# Speedy Transactions in Multicore In-Memory Databases

Reference: Tu, Stephen, et al. "Speedy transactions in multicore in-memory databases." Proceedings of the Twenty-Fourth ACM Symposium on Operating Systems Principles. ACM, 2013.

This is one of the several papers belong to suggested readings for Optimistic Concurrency Control of CMU 15-721: Database Systems.

## 0. Abstract

Silo is a new in-memory database that achieves excellent performance and scalability on modern multicore machines. Silo was designed from the ground up to use system memory and caches efficiently. For instance, it avoids all centralized contention points, including that of centralized transaction ID assignment. Silo’s key contribution is a commit protocol based on optimistic concurrency control that provides serializability while avoiding all shared-memory writes for records that were only read. Though this might seem to complicate the enforcement of a serial order, correct logging and recovery is provided by linking periodically-updated epochs with the commit protocol. Silo provides the same guarantees as any serializable database without unnecessary scalability bottlenecks or much additional latency. Silo achieves almost 700,000 transactions per second on a standard TPC-C workload mix on a 32-core machine, as well as near-linear scalability. Considered per core, this is several times higher than previously reported results.

## 1. Introduction

• Silo uses a Masstree-inspired tree structure for its underlying indexes. Masstree is a fast concurrent B-tree-like structure optimized for multi-core performance.
• Silo uses a variant of optimistic concurrency control (OCC).
• Silo provides serializability while avoiding all shared- memory writes for read transactions, by epoch-based group commit.
• Silo assumes a one-shot request model in which all parameters for each client request are available at the start, and requests always complete without further client interaction.

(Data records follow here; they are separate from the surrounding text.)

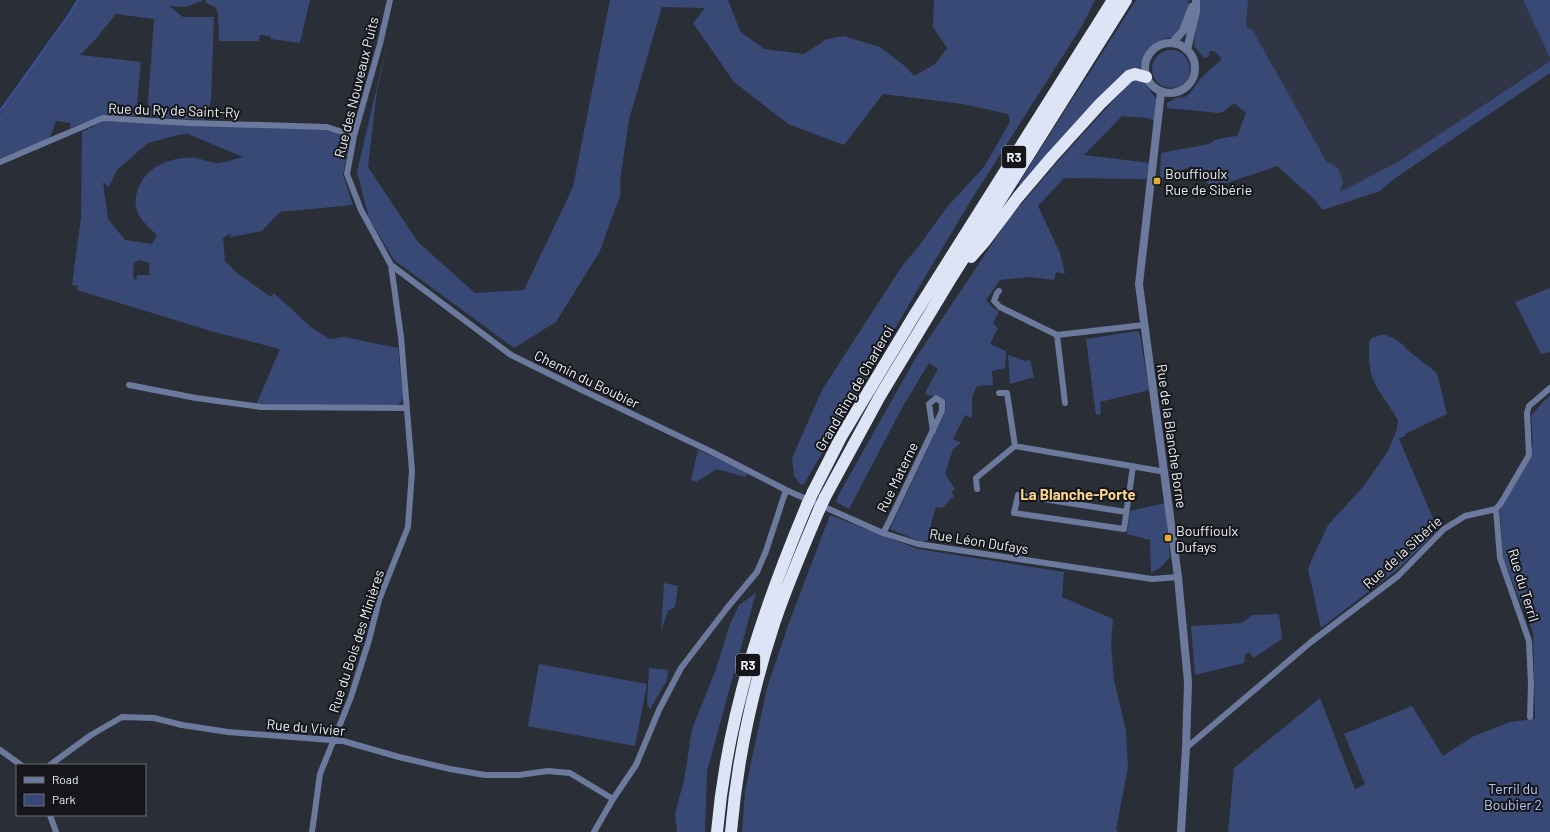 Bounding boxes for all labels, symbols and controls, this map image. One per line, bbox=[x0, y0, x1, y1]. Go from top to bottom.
street label: Rue des Nouveaux Puits bbox=[330, 15, 382, 159]
street label: Rue du Ry de Saint-Ry bbox=[108, 99, 241, 121]
road number: R3 bbox=[1002, 146, 1026, 168]
place label: Bouffioulx Rue de Sibérie bbox=[1165, 165, 1252, 198]
marker: Bouffioulx Rue de Sibérie bbox=[1152, 176, 1162, 186]
street label: Grand Ring de Charleroi bbox=[811, 322, 897, 454]
street label: Chemin du Boubier bbox=[532, 346, 642, 412]
street label: Rue de la Blanche Borne bbox=[1153, 363, 1191, 509]
street label: Rue Materne bbox=[873, 439, 921, 515]
district label: La Blanche-Porte bbox=[1020, 485, 1136, 503]
street label: Rue de la Sibérie bbox=[1359, 512, 1445, 592]
place label: Bouffioulx Dufays bbox=[1176, 522, 1238, 555]
street label: Rue Léon Dufays bbox=[928, 525, 1030, 557]
marker: Bouffioulx Dufays bbox=[1163, 533, 1173, 543]
street label: Rue du Terril bbox=[1505, 546, 1543, 624]
street label: Rue du Bois des Minières bbox=[325, 567, 387, 715]
road number: R3 bbox=[736, 654, 760, 676]
street label: Rue du Vivier bbox=[266, 715, 346, 739]
legend bbox=[16, 764, 146, 816]
text: Road bbox=[52, 772, 79, 786]
park label: Terril du Boubier 2 bbox=[1484, 780, 1542, 813]
text: Park bbox=[52, 792, 76, 806] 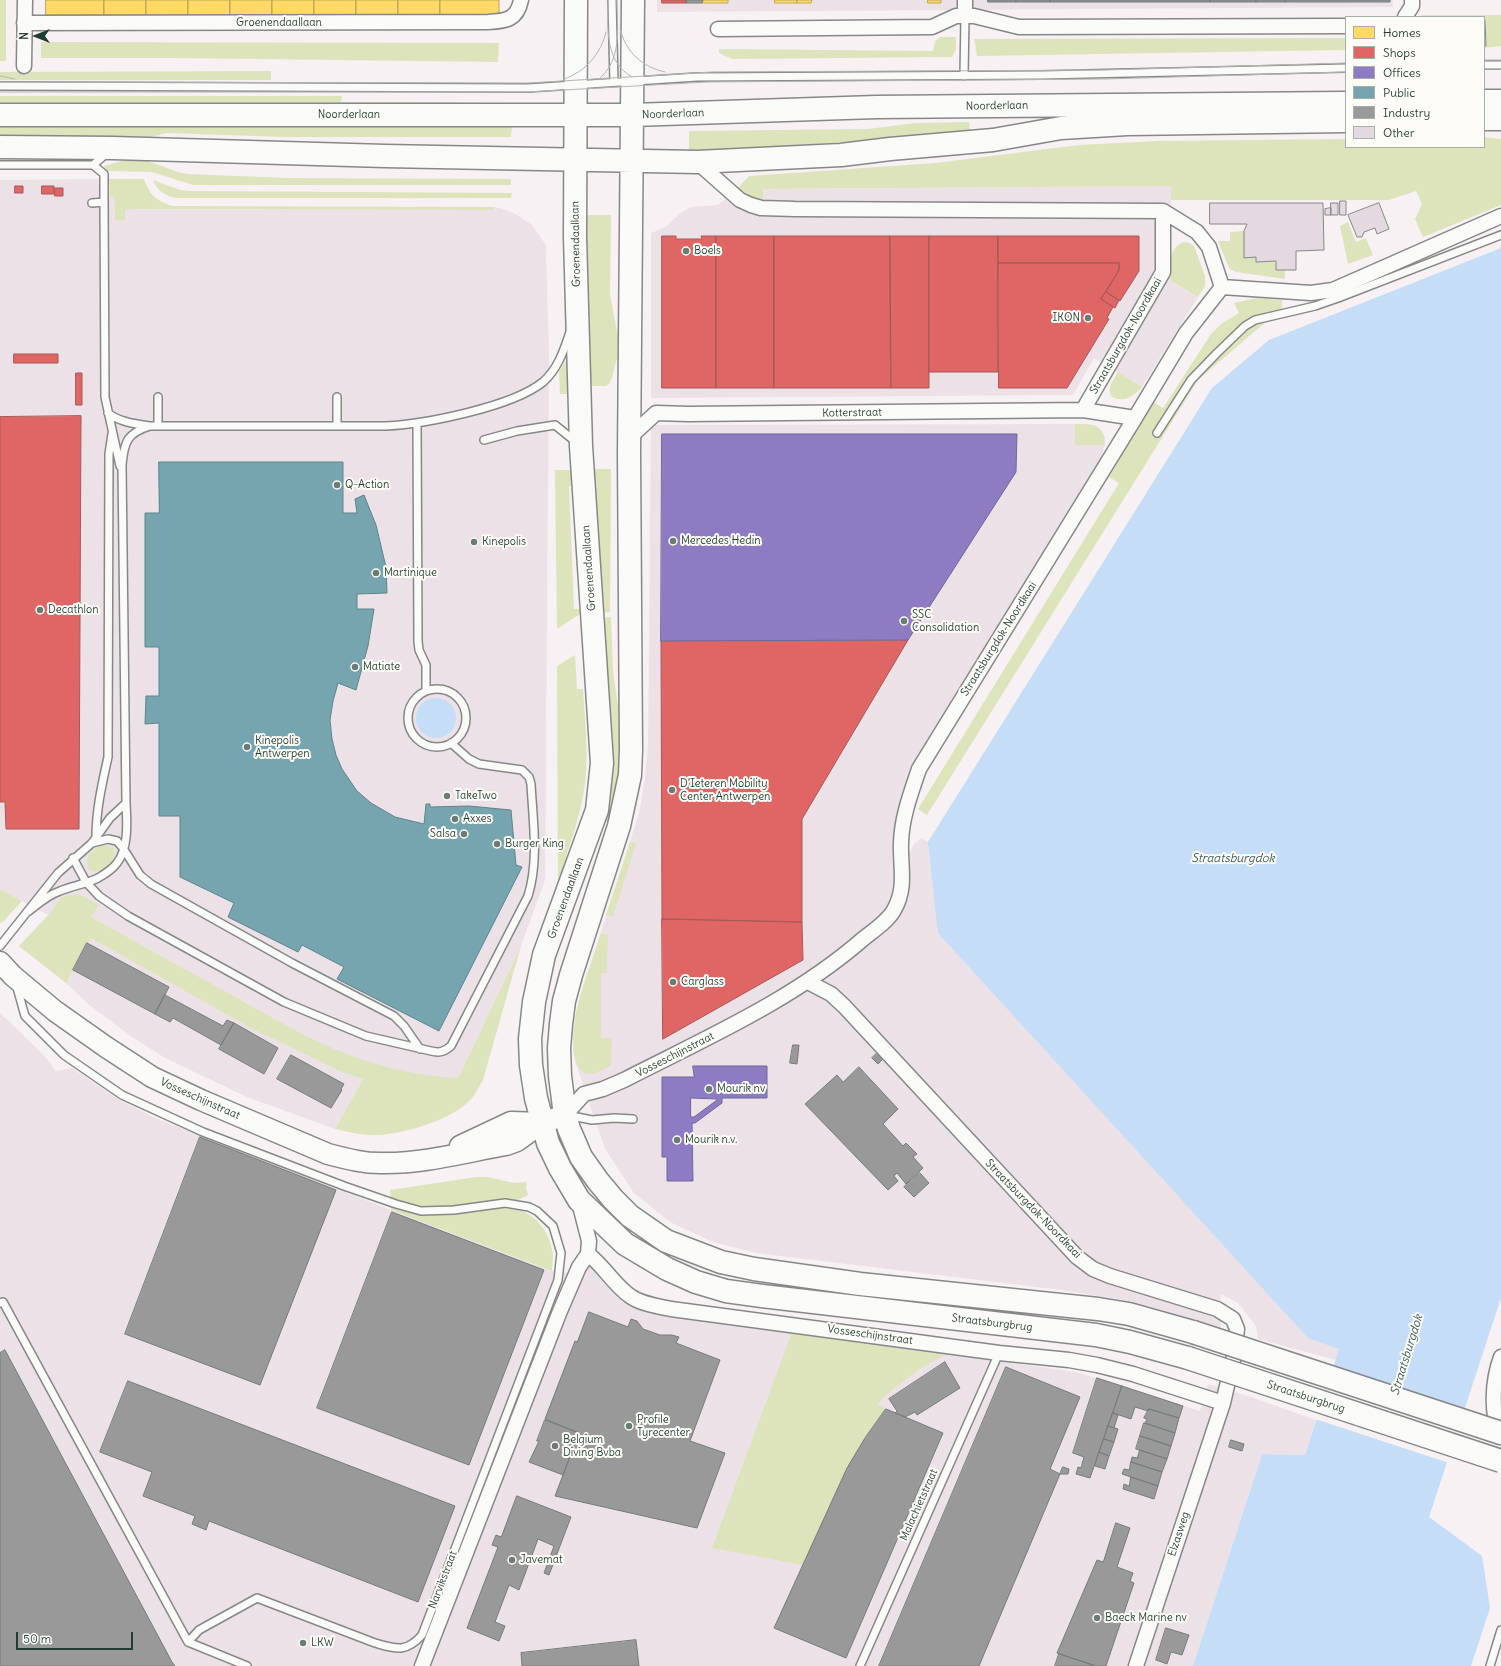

### 2.1 Non-transactional systems

• Masstree: version validation instead of read locks and efficient fine-grained locking algorithms
• PALM: batching technique, extensive pre-fetching, and intra-core SIMD parallelism
• Bw-tree: a high-throughput multi-version tree structure optimized for multi-core flash storage

### 2.2 Transactional systems

• OCC and its variants often induce contention in the commit phase, such as centralized transaction ID assignment or communication among all concurrently executing transactions.
• Hekaton: OCC-based MVCC
• DORA: a locking-based system that partitions data and locks among cores, eliminating long chains of lock waits on a centralized lock manager and increasing cache affinity.
• PLP: follow-on work to DORA. In PLP, the database is physically partitioned among many trees such that only a single thread manages a tree. The partitioning scheme is flexible, and thus requires maintaining a centralized routing table.
• H-Store and its commercial successor VoltDB employ an extreme form of partitioning, treating each partition as a separate logical database even when partitions are collocated on the same physical node. Transactions local to a single partition run without locking at all, and multi-partition transactions are executed via the use of whole-partition locks. This makes single-partition transactions extremely fast, but creates additional scalability problems for multi-partition transactions.
• Multimed runs OLTP on a single multi-core machine by running multiple database instances on separate cores in a replicated setup.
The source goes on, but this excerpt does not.